**Dataset records:**

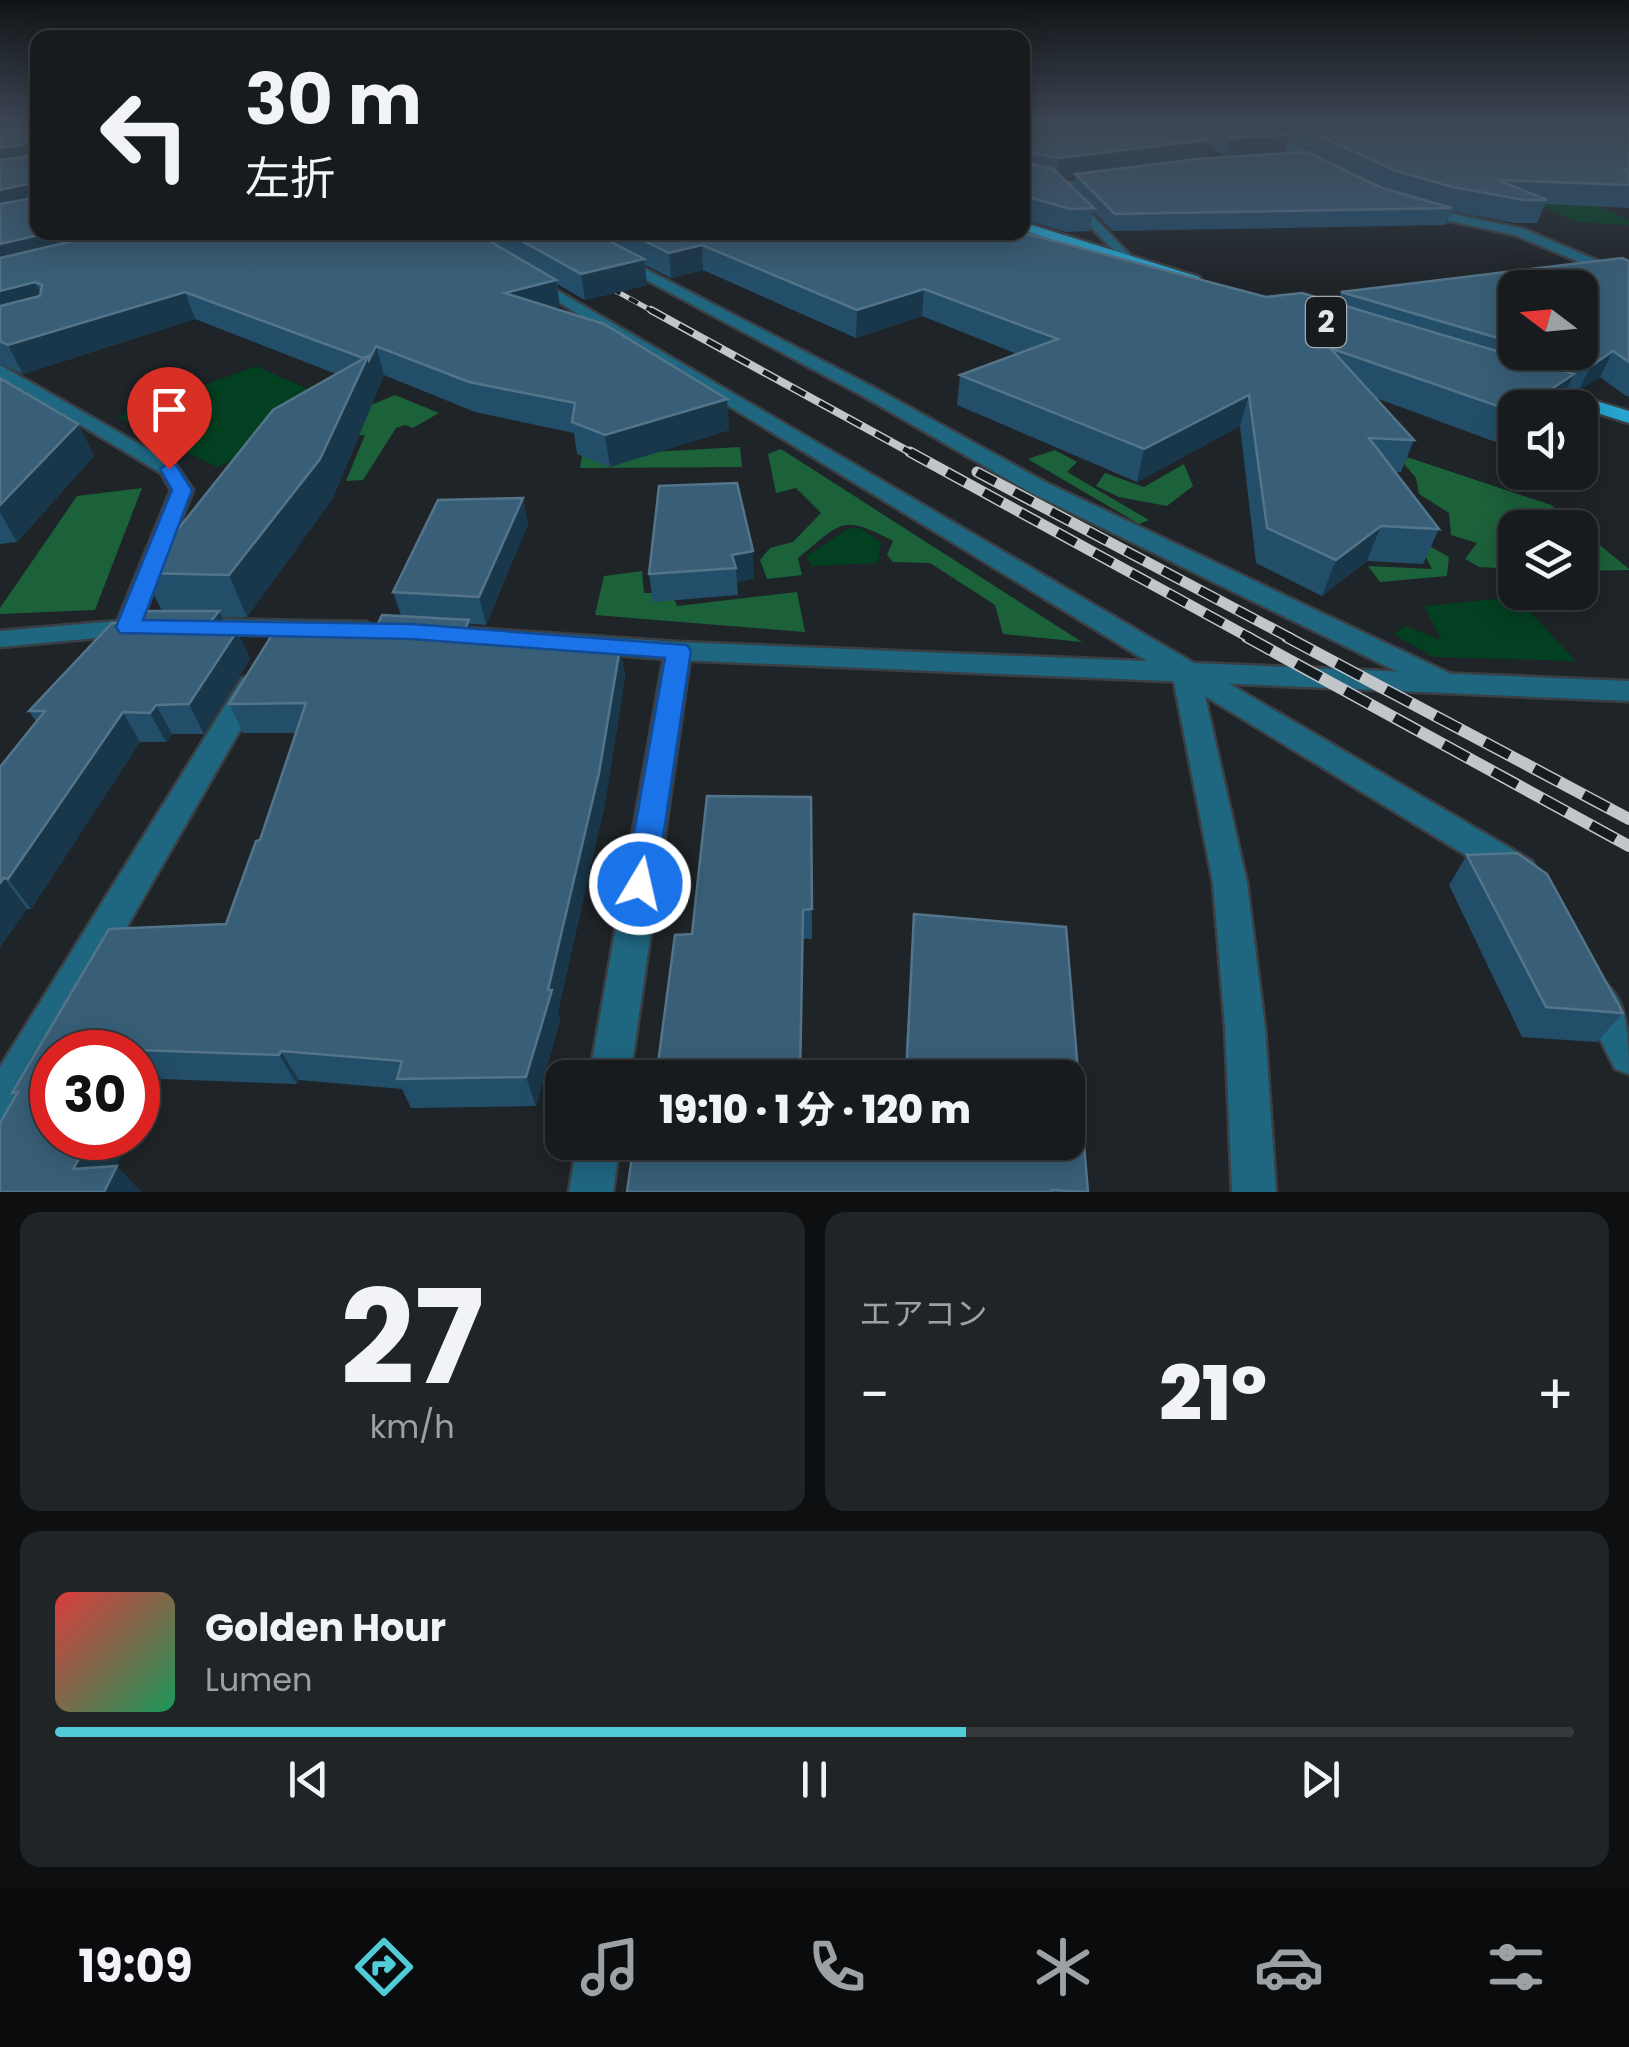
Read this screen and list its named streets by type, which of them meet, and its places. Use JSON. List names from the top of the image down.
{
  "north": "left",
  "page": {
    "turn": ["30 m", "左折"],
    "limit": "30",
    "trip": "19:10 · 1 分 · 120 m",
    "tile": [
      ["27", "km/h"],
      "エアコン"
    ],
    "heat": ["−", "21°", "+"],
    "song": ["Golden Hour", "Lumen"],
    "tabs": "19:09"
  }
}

**Work task:**
Can you repeat every record above exactly, apart from the pictures?

**Written response:**
Read this screen and list its named streets by type, which of them meet, and its places. Use JSON. List names from the top of the image down.
{
  "north": "left",
  "page": {
    "turn": ["30 m", "左折"],
    "limit": "30",
    "trip": "19:10 · 1 分 · 120 m",
    "tile": [
      ["27", "km/h"],
      "エアコン"
    ],
    "heat": ["−", "21°", "+"],
    "song": ["Golden Hour", "Lumen"],
    "tabs": "19:09"
  }
}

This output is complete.